David Brooks scoffs that "banks would not be lending money to private equity-owned companies, decade after decade, if those companies weren't generally prosperous and creditworthy." But, again, if we have learned anything in recent decades it is that financial institutions are happy to hand out easy money when well-connected insiders who stand to profit are pushing hard for that cash and somebody else can be left holding the bag. We learned that from the S&L scandal, when banks made billions in bad loans so insiders could profit and taxpayers paid the tab; we learned that from the Long-Term Capital Management meltdown when a bunch of "genuises" lost a fortune in borrowed money and almost wrecked the financial system; we learned it from the Internet bubble, when venture capitalists invested in anything with a .com suffix, cashed out after IPOs, and clueless investors took the hit; and we learned this hard lesson yet again from the real estate bubble.

Borrowing lots of money and incurring bad debts is not how real businesses make money in a normal world. But we don't live in such innocent times. Modern American capitalism is rife with sophisticated financial intermediaries who exploit flaws and complexity in the system, as well as insider connections, to make profits off of predatory behavior -- which brings us back to why the attacks on Bain Capital are both accurate and fair.

When Bain took over GS Technologies, the Kansas City steel firm, it put up $8 million of its own money, according to PolitiFact. The rest was put up by partners. Once it controlled the company, Bain had GS Technologies borrow $125 million by issuing corporate bonds. Bain then had the company pay out $65 million to shareholders -- including a $36 million dividend to Bain. GS Technologies then borrowed another $125 million, much of which was spent on modernizing its operations. Bain also reinvested nearly half of its earlier dividends.

The story gets more complex from there, according to PolitiFact, but the bottom line is this: When GS Technologies finally went bankrupt in 2001 it had $554 million in debt. Bain ultimately invested $24 million and ended up with a $50 million return, according to the Los Angeles Times.

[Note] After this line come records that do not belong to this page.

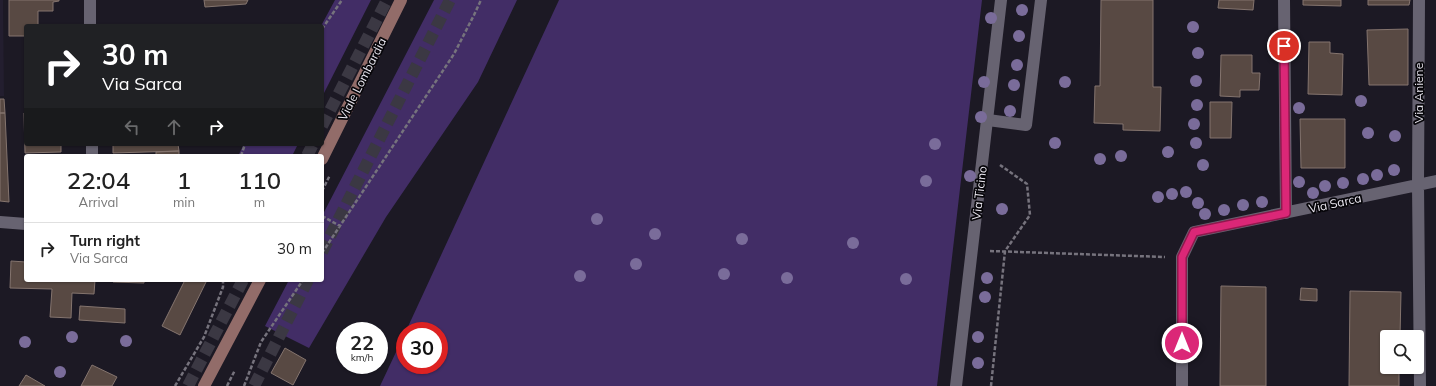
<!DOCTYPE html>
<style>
body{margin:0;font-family:Mulish,sans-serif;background:#f2f2f2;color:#222;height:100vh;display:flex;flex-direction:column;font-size:15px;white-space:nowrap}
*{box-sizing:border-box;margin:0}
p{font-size:13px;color:#767676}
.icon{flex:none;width:22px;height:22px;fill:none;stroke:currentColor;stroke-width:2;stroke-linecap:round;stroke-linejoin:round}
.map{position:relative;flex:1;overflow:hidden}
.sheet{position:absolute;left:24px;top:154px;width:300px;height:128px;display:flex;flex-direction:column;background:#fff;border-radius:4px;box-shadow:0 1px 3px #0004}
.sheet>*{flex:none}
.hud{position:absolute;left:24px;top:24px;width:300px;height:122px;border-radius:4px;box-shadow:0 1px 3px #0004;background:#202124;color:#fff;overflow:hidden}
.fabs{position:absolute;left:1380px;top:330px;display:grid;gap:8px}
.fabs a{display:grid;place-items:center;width:44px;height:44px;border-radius:4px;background:#fff;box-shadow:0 1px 3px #0004;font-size:20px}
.speed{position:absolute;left:336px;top:322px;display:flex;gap:8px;font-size:20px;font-weight:700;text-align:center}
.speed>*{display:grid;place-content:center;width:52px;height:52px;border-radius:50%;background:#fff;box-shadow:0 1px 3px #0004;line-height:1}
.speed small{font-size:10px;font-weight:400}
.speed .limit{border:6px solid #d22;background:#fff;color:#111}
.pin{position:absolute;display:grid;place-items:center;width:34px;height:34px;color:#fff;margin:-17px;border:2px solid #fff;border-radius:50%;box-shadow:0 1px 4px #0007}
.me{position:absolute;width:44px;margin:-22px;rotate:0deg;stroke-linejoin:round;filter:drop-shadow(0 0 3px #0008)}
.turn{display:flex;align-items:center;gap:14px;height:84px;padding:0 12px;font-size:18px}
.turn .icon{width:52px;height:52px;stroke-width:2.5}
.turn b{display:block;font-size:28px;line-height:34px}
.lanes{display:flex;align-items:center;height:38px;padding:0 12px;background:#0003;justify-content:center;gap:20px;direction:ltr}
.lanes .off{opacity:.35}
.eta{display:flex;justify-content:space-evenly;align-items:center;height:68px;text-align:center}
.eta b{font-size:24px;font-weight:600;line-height:28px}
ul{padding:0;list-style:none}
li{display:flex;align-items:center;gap:12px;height:52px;padding:0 12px;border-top:1px solid #e0e0e0}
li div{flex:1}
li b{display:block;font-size:15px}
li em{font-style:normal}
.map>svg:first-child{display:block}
.built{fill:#231e2f}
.green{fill:#422d66}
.building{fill:#584943;stroke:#84746e}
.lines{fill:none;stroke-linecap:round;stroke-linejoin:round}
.highway-tunnel{stroke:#3b3843;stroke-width:12;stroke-dasharray:12 6;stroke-linecap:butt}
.path{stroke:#76737d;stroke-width:2.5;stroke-dasharray:4 2;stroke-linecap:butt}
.lane{stroke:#676371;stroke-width:12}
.street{stroke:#676371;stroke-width:12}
.secondary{stroke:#926c69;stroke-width:12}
.tree{fill:#7a6c9a}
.route-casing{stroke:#8e194d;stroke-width:10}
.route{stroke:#db2777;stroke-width:7}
.labels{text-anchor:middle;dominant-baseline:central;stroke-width:3.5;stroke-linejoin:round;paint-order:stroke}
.street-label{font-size:12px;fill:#eae7f0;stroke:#060509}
</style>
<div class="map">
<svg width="1436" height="386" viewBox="0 0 1436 386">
<rect width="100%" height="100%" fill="#1c1924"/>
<!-- built -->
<path class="built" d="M0,0H3L4,96H0Z"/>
<!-- green -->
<path class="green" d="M335,0H371L322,97V26H321Z
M434,0H517L478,82L386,217L309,348L265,326L289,280H322V216Z
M559,0H982L937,386H380L405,333V365H439V331H406Z
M244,144H298L292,156H242L239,154Z"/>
<!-- building -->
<path class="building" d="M9,0H59V1L53,2V11H38V26H26V36H9Z
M204,0H248L246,4L205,7Z
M1101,0H1153V87H1161L1160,131L1123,130V124L1094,123L1095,86H1100Z
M1219,0H1254L1253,10L1218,8Z
M1303,0H1341V6L1303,5Z
M1368,0H1410L1409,5H1368Z
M1408,29V85H1369L1367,30Z
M1309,42H1330V53L1343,54L1342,95L1308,94Z
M1221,55H1252V73H1260L1259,90H1240V97L1220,96Z
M0,99H4L5,113H0Z
M1210,102H1232L1231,138H1210Z
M0,113H5L9,202L0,201Z
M24,113H26V144H61V152L25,153Z
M1300,119H1345V168H1301Z
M113,144H178L179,151L113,153Z
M179,151V156H156V152Z
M11,261L26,262V280H95L94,294L72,293L71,318L50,317L52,289L10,288Z
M113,280H144V283L113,282Z
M185,280H207L180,335L162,326Z
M1221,286L1266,287V386H1220Z
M1301,288L1317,289V301L1300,300Z
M1350,291L1401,292L1400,337H1387V367H1399V386H1349Z
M80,306L125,309V323L79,320Z
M285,348L306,360L293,385L271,373Z
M92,365L117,377L112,386H81Z
M26,375L45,386H19Z"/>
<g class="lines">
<!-- highway-tunnel -->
<path class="highway-tunnel" d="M322,126L387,0
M307,156L313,144
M322,252L450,0
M188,386L243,280
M254,386L308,280"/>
<!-- path -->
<path class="path" d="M322,29L342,0
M241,156L245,144
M322,191L330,175
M322,216L340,226
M990,251L1165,257
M322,253L454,54L474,15L481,0
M175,386L204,337L223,287V280
M227,386L235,370
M244,386L261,342L303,280
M991,386L1005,251L1030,215L1027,184L1000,165"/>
<!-- lane -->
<path class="lane" d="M988,120L1026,125L1041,0"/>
<!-- street -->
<path class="street" d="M90,0V26
M1284,0L1286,213
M1419,0L1418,185L1420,386
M92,144V156
M0,222L26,224
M956,386L1001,0
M1182,386V257L1194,232L1436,181"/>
<!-- secondary -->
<path class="secondary" d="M322,159L401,0
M204,386L260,280"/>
</g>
<!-- trees -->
<g class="tree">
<circle cx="1022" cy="10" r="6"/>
<circle cx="991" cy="18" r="6"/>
<circle cx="1193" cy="27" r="6"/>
<circle cx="1019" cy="36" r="6"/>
<circle cx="1198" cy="53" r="6"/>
<circle cx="1017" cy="65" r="6"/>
<circle cx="1196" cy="81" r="6"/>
<circle cx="984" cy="82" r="6"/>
<circle cx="1065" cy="82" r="6"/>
<circle cx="1014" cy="85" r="6"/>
<circle cx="1361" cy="101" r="6"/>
<circle cx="1197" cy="105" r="6"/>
<circle cx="1299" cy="108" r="6"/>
<circle cx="1010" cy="111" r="6"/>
<circle cx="981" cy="117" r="6"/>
<circle cx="1194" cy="124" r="6"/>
<circle cx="1368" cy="133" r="6"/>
<circle cx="1395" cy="136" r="6"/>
<circle cx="1055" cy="143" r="6"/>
<circle cx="1196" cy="143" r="6"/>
<circle cx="935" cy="144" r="6"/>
<circle cx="1168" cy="152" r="6"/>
<circle cx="1121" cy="156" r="6"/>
<circle cx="1100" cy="159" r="6"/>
<circle cx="1203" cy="165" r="6"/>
<circle cx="1394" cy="170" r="6"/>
<circle cx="1377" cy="175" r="6"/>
<circle cx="970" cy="176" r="6"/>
<circle cx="1363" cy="179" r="6"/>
<circle cx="926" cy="181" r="6"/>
<circle cx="1299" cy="182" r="6"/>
<circle cx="1343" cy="183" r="6"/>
<circle cx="1325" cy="186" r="6"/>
<circle cx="1186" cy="192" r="6"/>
<circle cx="1313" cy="193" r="6"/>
<circle cx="1172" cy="194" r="6"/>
<circle cx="1158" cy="197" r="6"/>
<circle cx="1262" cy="202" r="6"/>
<circle cx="1198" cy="203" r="6"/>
<circle cx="1243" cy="205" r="6"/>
<circle cx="1002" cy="209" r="6"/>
<circle cx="1224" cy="210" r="6"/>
<circle cx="1205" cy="214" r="6"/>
<circle cx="597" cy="219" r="6"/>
<circle cx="655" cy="234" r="6"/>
<circle cx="742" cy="239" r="6"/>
<circle cx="853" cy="243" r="6"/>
<circle cx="636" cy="264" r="6"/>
<circle cx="724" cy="274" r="6"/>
<circle cx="580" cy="276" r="6"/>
<circle cx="787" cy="278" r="6"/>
<circle cx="987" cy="278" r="6"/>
<circle cx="906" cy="279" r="6"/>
<circle cx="985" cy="297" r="6"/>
<circle cx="72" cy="337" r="6"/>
<circle cx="978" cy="337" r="6"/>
<circle cx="126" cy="341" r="6"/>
<circle cx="25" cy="342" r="6"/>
<circle cx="978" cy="363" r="6"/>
<circle cx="60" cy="372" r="6"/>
</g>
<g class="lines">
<!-- route casing -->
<g class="route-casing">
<path id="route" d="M1182,343V257L1194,232L1286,213L1284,46"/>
</g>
<!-- route -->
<use href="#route" class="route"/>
</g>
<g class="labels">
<!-- street labels -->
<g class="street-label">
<text transform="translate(362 79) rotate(-63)">Viale Lombardia</text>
<text transform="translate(1418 93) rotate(-90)">Via Aniene</text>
<text transform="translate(979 193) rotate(-83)">Via Ticino</text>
<text transform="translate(1335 203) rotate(-12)">Via Sarca</text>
</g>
</g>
</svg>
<div class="fabs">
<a><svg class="icon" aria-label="search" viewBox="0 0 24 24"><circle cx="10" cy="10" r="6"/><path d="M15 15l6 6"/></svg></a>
</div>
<div class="speed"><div>22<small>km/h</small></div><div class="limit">30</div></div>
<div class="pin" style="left:1284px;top:46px;background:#d93025"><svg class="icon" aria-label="arrive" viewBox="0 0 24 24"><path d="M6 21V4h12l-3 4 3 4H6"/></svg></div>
<svg class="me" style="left:1182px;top:343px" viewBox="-20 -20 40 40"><circle r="17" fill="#db2777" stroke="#fff" stroke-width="3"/><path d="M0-11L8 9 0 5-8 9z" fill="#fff"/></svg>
<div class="hud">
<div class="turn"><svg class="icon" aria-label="right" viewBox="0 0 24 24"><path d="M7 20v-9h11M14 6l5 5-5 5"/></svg><div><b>30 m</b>Via Sarca</div></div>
<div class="lanes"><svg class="icon off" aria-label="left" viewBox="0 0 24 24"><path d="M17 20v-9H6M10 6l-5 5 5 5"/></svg><svg class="icon off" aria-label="ahead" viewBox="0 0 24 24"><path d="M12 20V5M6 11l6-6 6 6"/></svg><svg class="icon" aria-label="right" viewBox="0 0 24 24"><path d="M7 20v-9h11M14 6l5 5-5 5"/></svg></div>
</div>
<section class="sheet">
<div class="eta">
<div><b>22:04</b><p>Arrival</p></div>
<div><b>1</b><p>min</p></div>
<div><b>110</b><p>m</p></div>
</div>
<ul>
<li><svg class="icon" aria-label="right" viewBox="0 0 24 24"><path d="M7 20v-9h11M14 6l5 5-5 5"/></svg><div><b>Turn right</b><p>Via Sarca</p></div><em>30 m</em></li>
</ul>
</section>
</div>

PolitiFact's verdict: The Obama campaign's claim that Bain loaded GS Technologies with debt and hurt the company is "mostly true."

Something similar happened with Ampad, another company Bain took over and another focus of Obama attack ads. As Politico has noted, "The company went into bankruptcy in 2000, holding a debt load of more than $400 million. Bain's return on its $5 million investment was $100 million."

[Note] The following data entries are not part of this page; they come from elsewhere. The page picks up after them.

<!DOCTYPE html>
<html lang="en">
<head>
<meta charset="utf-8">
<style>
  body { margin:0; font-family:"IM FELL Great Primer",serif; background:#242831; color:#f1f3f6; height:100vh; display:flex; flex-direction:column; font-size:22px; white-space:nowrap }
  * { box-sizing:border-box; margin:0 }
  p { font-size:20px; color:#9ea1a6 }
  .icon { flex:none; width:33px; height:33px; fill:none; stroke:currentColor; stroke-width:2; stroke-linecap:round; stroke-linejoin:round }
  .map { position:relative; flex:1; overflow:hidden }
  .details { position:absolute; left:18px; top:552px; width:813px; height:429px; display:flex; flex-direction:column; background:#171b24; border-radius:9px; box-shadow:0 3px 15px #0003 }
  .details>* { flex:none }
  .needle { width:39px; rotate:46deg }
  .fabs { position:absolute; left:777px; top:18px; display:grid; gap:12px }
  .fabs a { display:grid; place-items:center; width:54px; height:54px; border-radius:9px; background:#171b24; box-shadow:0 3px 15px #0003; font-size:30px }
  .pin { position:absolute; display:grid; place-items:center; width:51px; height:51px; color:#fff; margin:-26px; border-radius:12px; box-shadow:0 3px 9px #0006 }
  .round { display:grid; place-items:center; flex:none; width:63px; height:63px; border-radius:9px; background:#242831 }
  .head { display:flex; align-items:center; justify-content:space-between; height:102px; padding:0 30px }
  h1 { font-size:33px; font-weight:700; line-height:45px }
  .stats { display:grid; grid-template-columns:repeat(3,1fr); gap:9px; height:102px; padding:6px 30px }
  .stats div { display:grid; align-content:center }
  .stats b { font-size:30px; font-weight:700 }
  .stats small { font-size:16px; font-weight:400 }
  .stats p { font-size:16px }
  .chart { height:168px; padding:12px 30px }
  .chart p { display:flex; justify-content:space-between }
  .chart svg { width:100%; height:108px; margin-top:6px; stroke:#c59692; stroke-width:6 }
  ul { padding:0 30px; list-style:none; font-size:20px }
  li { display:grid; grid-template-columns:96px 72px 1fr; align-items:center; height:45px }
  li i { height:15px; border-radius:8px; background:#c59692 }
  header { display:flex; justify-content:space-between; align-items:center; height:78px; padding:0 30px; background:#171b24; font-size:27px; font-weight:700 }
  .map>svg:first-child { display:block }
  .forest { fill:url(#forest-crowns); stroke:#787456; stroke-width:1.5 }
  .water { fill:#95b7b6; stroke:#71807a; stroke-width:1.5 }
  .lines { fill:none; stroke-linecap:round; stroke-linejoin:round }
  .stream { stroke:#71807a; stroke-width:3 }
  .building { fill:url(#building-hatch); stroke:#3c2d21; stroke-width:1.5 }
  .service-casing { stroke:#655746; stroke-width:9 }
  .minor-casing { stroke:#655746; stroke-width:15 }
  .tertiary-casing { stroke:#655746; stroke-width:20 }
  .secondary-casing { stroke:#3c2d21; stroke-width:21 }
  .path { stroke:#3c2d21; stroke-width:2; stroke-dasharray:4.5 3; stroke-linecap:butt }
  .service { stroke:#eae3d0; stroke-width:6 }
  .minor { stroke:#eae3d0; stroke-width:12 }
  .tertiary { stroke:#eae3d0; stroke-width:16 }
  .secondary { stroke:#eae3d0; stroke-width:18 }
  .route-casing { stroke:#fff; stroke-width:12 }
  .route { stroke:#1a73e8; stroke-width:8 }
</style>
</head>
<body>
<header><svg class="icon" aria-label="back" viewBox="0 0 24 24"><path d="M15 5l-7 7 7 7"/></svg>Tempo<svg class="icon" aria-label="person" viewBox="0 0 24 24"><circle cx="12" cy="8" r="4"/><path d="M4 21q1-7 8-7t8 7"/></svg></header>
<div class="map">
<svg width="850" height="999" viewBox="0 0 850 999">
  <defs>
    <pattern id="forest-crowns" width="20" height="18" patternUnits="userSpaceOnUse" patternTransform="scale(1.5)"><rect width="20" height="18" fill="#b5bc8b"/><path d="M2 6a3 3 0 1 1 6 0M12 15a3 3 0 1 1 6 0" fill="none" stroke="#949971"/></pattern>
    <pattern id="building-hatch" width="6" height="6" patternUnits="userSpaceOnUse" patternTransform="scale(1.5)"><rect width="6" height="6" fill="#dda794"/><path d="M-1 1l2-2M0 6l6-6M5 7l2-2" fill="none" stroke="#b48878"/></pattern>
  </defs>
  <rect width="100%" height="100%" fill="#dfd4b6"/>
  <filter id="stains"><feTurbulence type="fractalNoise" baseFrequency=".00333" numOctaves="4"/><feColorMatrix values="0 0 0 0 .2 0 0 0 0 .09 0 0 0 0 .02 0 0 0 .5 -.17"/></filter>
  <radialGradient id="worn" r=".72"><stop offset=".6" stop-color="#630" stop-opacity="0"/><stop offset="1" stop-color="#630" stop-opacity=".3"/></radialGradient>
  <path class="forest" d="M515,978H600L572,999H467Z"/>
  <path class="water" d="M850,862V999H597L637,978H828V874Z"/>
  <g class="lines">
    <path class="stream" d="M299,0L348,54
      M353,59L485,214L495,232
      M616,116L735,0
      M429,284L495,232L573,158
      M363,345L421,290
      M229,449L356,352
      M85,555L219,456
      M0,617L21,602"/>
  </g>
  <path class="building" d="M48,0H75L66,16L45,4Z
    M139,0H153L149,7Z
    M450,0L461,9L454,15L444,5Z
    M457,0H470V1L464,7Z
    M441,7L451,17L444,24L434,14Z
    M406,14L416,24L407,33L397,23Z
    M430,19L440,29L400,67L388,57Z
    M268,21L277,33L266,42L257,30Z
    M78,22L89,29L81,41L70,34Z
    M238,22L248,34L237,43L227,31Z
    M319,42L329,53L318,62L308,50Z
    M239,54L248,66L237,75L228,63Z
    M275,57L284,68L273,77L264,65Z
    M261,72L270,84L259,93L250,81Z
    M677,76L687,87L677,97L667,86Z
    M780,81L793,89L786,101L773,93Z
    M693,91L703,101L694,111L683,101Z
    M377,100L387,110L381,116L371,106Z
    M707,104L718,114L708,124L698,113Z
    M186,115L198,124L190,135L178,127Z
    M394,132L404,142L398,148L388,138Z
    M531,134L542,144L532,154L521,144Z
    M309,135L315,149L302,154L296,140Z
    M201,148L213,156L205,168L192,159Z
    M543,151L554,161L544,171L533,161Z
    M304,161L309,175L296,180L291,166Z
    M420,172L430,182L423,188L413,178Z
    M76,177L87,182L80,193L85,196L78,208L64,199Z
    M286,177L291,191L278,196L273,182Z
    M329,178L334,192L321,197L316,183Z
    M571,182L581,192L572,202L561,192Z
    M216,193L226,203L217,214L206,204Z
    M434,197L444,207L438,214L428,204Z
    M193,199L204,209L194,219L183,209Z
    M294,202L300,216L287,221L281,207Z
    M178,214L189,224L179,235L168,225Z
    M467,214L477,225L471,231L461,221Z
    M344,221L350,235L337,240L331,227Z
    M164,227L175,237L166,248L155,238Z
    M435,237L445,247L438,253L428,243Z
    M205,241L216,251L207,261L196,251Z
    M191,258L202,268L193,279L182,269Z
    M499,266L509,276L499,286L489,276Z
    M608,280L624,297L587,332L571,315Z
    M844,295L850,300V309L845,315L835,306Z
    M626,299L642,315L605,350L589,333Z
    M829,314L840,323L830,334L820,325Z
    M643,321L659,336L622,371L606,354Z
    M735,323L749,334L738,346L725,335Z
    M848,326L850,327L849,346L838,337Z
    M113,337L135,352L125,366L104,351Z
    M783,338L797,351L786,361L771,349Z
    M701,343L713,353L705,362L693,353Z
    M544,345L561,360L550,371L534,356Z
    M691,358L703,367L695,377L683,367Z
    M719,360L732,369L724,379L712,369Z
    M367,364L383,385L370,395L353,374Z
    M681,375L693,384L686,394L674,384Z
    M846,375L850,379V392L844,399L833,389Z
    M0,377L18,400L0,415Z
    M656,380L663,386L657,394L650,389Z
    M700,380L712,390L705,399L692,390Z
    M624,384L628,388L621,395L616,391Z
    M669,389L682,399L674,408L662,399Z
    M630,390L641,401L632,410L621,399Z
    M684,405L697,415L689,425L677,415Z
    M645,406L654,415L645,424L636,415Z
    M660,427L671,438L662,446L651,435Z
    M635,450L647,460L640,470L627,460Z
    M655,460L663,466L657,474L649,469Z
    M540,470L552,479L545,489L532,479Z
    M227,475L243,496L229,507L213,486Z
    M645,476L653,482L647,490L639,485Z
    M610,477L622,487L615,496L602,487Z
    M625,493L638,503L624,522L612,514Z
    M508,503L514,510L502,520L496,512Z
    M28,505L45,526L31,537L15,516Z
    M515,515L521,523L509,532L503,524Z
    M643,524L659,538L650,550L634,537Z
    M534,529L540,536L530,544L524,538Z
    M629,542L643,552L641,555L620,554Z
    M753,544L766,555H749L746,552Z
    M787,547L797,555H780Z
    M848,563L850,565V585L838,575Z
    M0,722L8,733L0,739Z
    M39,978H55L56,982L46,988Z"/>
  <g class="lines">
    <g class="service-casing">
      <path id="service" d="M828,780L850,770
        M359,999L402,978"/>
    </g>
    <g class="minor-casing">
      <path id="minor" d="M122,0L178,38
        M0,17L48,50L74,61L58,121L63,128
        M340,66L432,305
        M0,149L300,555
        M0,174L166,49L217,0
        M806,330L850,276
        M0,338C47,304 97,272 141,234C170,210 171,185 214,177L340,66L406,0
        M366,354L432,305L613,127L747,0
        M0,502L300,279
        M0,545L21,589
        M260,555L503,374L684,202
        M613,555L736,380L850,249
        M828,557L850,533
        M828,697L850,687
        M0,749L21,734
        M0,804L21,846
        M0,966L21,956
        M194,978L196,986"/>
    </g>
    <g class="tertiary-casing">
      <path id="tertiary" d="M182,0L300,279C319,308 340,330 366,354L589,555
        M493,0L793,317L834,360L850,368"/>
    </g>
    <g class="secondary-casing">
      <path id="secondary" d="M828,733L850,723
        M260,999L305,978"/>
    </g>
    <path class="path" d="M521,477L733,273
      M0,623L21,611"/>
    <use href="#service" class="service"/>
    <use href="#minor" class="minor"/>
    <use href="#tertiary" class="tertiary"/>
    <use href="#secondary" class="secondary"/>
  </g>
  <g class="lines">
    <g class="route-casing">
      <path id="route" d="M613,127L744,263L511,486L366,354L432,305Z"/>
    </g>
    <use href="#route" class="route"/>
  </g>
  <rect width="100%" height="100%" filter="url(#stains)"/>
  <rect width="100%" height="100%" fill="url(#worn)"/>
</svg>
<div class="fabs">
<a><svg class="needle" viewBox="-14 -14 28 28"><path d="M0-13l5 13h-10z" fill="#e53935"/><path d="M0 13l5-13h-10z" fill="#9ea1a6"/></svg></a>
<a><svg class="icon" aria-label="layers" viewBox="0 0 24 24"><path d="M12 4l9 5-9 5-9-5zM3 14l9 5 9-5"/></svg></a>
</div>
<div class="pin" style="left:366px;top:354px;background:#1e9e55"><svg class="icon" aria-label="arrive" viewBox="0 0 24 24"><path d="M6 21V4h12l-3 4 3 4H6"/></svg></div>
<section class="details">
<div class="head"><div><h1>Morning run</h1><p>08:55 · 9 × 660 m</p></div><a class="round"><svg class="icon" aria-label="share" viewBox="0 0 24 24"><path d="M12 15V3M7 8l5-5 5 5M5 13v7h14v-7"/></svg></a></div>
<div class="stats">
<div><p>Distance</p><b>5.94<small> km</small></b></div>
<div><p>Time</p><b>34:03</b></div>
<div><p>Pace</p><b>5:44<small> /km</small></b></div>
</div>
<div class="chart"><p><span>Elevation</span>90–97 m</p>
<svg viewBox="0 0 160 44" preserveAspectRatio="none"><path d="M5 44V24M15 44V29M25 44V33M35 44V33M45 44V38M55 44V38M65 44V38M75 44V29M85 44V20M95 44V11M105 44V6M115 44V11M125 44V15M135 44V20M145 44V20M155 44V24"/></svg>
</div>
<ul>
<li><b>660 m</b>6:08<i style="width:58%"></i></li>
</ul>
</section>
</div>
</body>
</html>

apparently a 80% success rate isnt good enough for you when talking about saving failed companies. I sure wish obama had a 80% success rate. we would all be a lot better off.

Whats the real agenda here with this thread? Did you really wwant to understand what this company does, and if you did find that out, you would find out as youve seen here they are not the devil.

But I know you guys want to make them the devil because of romneys association with them. and the harder you try, the more people learn about this company, the more people realize some of you just aint that smart and even people in your OWN party have tried to explain it to you. But who cares about the truth when a good old fashioned scheme of LIES and distortions works on most of the stupid assed population anyway.

There's nothing wrong with this company.